▶ [Dataset excerpts]
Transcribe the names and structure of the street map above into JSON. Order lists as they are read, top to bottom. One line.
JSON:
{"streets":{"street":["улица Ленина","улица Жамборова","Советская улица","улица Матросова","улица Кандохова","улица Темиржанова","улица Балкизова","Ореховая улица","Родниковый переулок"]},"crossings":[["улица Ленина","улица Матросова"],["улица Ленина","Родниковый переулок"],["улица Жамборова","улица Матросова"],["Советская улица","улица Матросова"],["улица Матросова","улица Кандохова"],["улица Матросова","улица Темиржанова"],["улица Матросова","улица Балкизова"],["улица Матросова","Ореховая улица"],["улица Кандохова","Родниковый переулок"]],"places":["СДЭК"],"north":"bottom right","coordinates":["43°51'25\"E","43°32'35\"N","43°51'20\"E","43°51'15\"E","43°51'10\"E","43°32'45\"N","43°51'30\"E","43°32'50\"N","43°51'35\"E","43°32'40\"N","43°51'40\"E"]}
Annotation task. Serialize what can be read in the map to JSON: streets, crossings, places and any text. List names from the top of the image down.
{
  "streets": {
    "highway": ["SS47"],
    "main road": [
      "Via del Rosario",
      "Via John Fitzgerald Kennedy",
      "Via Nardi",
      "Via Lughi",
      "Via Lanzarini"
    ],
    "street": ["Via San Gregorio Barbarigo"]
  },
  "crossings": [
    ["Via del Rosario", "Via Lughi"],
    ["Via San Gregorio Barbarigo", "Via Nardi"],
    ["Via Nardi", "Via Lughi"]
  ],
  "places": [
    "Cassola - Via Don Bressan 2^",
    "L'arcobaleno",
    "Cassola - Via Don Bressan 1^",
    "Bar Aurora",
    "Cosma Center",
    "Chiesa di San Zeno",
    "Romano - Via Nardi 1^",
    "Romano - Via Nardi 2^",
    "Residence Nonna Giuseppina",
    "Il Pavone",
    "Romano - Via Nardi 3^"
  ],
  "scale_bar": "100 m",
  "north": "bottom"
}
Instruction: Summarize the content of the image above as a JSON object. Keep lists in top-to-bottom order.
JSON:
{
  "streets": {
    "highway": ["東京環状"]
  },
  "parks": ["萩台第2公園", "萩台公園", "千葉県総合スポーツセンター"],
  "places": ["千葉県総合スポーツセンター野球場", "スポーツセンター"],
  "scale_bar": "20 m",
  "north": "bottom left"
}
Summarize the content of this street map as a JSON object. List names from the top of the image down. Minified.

▶ [Work item] Copy exactly the lines above, from the one containing "Instruction: Summarize the" through the very last line.

▶ [Answer to the exercise]
Instruction: Summarize the content of the image above as a JSON object. Keep lists in top-to-bottom order.
JSON:
{
  "streets": {
    "highway": ["東京環状"]
  },
  "parks": ["萩台第2公園", "萩台公園", "千葉県総合スポーツセンター"],
  "places": ["千葉県総合スポーツセンター野球場", "スポーツセンター"],
  "scale_bar": "20 m",
  "north": "bottom left"
}
Summarize the content of this street map as a JSON object. List names from the top of the image down. Minified.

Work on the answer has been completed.